JAMES TYLER ELECTRIC GUITAR PICKUPS


Sound Clips

We invited a couple of friends into the studio to play our full line of pickups.
Listen to the results and see what they had to say about each of them.



 

Pickups aren’t magic, and then they are…

Designing a pickup requires the understanding of magnets, metals, and wire. You also need to know how to properly combine these elements. Once a great pickup is developed and is matched to the right guitar, the science that made it happen turns into magic, with the sound of your guitar at the center of it all.

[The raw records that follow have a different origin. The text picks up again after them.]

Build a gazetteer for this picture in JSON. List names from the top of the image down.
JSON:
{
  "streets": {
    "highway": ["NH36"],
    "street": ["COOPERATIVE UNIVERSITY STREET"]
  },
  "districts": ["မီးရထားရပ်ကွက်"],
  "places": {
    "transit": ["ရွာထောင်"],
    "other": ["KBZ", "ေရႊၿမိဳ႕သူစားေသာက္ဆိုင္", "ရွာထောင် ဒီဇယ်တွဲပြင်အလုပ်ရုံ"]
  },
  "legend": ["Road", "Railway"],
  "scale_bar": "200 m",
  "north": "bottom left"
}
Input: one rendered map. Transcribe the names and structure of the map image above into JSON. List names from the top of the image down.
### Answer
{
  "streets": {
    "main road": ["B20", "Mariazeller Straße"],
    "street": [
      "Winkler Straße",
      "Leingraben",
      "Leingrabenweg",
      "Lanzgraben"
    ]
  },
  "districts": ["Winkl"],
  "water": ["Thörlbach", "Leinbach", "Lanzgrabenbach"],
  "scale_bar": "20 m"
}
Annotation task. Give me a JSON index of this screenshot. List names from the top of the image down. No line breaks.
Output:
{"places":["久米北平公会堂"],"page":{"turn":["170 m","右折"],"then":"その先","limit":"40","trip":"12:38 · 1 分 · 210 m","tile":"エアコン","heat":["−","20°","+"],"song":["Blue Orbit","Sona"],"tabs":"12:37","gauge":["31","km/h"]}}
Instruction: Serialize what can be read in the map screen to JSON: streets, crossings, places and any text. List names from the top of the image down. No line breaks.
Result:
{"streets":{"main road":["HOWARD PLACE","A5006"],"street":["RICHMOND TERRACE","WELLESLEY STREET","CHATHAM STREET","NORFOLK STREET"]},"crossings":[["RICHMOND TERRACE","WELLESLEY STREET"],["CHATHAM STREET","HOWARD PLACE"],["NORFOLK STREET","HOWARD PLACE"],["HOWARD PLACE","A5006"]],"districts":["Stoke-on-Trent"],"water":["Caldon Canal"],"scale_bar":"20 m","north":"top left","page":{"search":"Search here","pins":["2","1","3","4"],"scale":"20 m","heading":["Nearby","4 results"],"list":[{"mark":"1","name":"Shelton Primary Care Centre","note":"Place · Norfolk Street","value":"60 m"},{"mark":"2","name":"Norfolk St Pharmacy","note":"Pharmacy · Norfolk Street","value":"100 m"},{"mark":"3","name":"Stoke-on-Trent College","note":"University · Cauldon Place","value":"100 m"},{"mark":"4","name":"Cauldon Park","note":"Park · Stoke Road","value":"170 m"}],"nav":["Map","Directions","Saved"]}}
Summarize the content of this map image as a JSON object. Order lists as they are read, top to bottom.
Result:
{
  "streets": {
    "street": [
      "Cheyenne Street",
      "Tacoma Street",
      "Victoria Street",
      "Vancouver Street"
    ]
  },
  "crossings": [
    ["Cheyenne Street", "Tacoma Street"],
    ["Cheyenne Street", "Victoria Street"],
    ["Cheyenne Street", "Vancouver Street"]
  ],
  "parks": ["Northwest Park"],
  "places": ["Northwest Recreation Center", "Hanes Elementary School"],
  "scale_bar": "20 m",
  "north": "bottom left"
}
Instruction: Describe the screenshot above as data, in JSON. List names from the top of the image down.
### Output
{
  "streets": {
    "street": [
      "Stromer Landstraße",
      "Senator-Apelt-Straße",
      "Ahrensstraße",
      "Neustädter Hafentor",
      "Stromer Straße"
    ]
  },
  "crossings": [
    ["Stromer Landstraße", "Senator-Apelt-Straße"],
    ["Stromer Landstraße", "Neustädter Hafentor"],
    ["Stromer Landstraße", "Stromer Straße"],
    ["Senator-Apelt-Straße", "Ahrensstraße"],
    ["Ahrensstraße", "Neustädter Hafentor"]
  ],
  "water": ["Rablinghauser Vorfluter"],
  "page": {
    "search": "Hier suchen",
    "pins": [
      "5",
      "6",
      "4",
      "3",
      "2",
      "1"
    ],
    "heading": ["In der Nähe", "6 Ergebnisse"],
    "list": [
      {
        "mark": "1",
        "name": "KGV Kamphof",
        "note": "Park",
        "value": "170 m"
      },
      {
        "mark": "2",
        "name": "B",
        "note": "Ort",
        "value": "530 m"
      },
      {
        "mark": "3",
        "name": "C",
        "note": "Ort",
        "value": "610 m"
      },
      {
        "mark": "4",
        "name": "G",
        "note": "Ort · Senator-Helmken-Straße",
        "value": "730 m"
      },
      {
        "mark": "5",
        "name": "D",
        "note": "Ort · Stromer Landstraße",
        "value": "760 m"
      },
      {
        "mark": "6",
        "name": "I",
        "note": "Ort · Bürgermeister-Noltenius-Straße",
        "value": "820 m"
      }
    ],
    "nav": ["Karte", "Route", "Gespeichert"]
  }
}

There has been a lot of talk about using scatter and hand winding to try and recreate the sound of the old 50s and 60s pickups. While it is a worthy cause, the truth is that not all of those pickups sounded good. They were inconsistent, some sounding great and others dull. We’ve taken the time to analyze the winding patterns of pickups and have developed one of our single coils and humbuckers that produces a full range of tones and good presence at the top. Out patterns are programmed into computer controlled winding machines, which insures they all come out the same. These things sound great, consistently.

The quality of materials is also very important when making pickups. The cloth covered hookup wire that is still so popular has about 7 strands of tin plated copper wire. Compare that to the wire we use, which has 18 strands of individually silver plated oxygen free copper wire that is then insulated with Teflon. Plus, these wires are braided much like high-end audio cable so they don’t hum when you touch them. The 4-conductor wire used on the humbuckers is made to the same specs and is a larger gauge than industry standard.